## Records excerpted from a collection
########
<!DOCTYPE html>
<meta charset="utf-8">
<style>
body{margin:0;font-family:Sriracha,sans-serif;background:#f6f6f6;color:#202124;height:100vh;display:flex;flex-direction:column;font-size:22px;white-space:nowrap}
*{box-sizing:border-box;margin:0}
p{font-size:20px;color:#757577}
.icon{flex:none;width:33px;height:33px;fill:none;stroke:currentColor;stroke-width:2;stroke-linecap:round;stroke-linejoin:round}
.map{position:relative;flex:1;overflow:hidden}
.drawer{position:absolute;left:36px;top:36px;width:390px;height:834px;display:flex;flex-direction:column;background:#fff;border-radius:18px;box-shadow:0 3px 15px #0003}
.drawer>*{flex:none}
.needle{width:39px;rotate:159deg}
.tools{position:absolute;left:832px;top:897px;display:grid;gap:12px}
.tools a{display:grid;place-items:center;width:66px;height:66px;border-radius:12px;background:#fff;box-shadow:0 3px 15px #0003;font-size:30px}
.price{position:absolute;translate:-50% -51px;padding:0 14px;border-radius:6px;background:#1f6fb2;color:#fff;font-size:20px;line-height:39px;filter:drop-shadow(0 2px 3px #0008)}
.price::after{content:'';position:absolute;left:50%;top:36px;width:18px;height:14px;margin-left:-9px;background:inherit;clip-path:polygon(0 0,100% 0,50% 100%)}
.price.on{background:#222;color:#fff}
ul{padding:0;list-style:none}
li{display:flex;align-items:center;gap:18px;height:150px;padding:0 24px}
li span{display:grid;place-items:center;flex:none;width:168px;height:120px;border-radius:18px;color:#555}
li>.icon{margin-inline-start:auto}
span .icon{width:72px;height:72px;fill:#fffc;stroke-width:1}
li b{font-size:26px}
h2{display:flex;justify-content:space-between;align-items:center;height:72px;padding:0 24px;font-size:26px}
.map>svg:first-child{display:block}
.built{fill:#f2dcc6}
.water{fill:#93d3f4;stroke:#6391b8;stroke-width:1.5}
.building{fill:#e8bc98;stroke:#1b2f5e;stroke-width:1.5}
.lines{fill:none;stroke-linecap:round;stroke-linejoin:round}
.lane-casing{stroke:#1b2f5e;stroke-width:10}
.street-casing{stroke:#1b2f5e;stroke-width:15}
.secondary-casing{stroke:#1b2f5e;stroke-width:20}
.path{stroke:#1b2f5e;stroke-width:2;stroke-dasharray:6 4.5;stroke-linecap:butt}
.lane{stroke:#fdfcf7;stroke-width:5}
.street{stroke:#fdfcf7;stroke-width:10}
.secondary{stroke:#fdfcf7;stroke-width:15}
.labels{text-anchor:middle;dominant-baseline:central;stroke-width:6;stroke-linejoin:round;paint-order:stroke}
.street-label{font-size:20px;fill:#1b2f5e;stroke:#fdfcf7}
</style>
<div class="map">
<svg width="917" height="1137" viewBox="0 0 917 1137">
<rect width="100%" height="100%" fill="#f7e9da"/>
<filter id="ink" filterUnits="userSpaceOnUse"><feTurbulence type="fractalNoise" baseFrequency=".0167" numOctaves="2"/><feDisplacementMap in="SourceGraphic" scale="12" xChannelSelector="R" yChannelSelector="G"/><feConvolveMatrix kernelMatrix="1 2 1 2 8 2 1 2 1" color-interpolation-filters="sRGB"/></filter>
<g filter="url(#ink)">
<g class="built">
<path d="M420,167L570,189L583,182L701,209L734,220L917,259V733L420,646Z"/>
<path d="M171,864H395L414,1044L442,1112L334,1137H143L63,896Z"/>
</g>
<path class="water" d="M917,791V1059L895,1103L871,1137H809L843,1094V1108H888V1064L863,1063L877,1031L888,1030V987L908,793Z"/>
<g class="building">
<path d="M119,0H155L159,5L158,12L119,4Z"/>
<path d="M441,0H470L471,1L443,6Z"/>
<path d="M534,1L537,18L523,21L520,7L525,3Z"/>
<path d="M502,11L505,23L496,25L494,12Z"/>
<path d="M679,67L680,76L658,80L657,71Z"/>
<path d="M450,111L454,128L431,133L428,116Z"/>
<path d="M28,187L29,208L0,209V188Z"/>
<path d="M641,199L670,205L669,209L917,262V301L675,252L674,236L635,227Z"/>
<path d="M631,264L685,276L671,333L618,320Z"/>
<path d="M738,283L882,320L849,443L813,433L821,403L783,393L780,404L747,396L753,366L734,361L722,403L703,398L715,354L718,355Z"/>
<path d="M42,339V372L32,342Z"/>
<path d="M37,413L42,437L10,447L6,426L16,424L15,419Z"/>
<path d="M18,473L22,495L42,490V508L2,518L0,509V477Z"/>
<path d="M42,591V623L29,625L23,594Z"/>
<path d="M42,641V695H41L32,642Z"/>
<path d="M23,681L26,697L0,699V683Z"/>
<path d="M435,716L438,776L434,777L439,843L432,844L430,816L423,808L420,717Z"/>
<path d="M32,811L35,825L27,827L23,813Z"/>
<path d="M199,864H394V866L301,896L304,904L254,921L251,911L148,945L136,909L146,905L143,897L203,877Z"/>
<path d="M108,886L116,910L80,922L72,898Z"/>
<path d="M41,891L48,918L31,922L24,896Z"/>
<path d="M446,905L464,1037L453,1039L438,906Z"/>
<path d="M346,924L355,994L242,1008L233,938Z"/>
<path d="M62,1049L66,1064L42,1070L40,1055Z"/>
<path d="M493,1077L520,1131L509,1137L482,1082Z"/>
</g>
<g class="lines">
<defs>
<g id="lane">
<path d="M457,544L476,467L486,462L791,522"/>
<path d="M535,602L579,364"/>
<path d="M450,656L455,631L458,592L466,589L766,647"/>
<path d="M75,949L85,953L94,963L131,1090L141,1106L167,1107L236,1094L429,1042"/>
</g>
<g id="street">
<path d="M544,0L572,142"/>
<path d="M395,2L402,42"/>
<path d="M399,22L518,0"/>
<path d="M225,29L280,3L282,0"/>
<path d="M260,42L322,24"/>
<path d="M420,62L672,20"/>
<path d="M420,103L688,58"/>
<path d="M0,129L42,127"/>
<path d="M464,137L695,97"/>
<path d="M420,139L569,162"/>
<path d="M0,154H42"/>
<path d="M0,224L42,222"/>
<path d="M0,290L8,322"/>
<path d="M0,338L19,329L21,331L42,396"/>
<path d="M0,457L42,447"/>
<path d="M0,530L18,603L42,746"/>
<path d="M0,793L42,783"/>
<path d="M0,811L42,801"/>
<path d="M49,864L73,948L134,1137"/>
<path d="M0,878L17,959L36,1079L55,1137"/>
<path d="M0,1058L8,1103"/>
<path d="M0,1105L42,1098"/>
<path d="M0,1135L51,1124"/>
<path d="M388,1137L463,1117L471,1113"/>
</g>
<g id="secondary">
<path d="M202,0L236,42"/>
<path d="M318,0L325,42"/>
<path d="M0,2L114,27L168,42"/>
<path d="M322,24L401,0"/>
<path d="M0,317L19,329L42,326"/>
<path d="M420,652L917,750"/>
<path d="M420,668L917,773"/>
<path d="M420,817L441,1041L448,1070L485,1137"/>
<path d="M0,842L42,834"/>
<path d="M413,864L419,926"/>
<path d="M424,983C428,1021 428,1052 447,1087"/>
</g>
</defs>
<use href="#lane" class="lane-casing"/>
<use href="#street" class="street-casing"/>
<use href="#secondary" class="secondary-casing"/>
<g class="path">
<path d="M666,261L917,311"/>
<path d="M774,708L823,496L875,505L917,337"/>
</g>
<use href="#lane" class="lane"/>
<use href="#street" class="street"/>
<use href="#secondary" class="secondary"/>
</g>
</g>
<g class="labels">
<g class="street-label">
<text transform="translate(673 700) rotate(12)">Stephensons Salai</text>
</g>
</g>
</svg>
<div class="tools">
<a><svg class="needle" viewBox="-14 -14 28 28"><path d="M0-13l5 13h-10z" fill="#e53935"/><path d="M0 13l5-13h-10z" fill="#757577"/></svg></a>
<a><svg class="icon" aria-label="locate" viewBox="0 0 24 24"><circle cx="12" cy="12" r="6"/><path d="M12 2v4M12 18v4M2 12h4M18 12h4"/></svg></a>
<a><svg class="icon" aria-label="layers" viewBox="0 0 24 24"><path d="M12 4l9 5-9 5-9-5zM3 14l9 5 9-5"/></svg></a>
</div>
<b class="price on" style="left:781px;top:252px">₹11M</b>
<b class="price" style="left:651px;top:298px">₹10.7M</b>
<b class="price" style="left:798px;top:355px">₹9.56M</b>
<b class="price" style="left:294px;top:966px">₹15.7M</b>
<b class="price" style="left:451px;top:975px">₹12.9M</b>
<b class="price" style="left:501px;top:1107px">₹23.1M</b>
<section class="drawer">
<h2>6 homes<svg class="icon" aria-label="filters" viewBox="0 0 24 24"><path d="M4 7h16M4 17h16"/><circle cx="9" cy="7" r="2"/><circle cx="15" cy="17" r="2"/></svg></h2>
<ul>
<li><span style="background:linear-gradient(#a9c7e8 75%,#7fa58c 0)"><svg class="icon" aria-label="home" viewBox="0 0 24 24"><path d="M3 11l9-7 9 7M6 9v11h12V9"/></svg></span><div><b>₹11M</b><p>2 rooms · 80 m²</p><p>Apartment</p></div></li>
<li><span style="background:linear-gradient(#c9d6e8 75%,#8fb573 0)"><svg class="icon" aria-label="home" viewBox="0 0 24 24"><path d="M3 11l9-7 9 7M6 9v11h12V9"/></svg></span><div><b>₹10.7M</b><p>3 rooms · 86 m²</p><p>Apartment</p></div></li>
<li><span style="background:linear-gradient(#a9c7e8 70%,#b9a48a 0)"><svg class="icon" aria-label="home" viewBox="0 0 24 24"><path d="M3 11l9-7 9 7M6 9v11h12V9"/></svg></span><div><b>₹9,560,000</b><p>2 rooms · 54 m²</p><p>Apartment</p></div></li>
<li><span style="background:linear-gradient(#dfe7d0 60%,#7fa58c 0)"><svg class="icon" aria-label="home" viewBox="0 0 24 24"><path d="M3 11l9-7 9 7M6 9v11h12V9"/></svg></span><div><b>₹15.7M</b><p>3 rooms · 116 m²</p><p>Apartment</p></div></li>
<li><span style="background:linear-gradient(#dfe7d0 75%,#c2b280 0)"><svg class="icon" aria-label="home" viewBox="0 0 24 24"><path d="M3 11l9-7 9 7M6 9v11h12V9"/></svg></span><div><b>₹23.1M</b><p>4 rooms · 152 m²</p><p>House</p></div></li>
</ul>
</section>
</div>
########
## About this exercise
Each line above that has the word "lines" should be copied.

## Exercise result
.lines{fill:none;stroke-linecap:round;stroke-linejoin:round}
<g class="lines">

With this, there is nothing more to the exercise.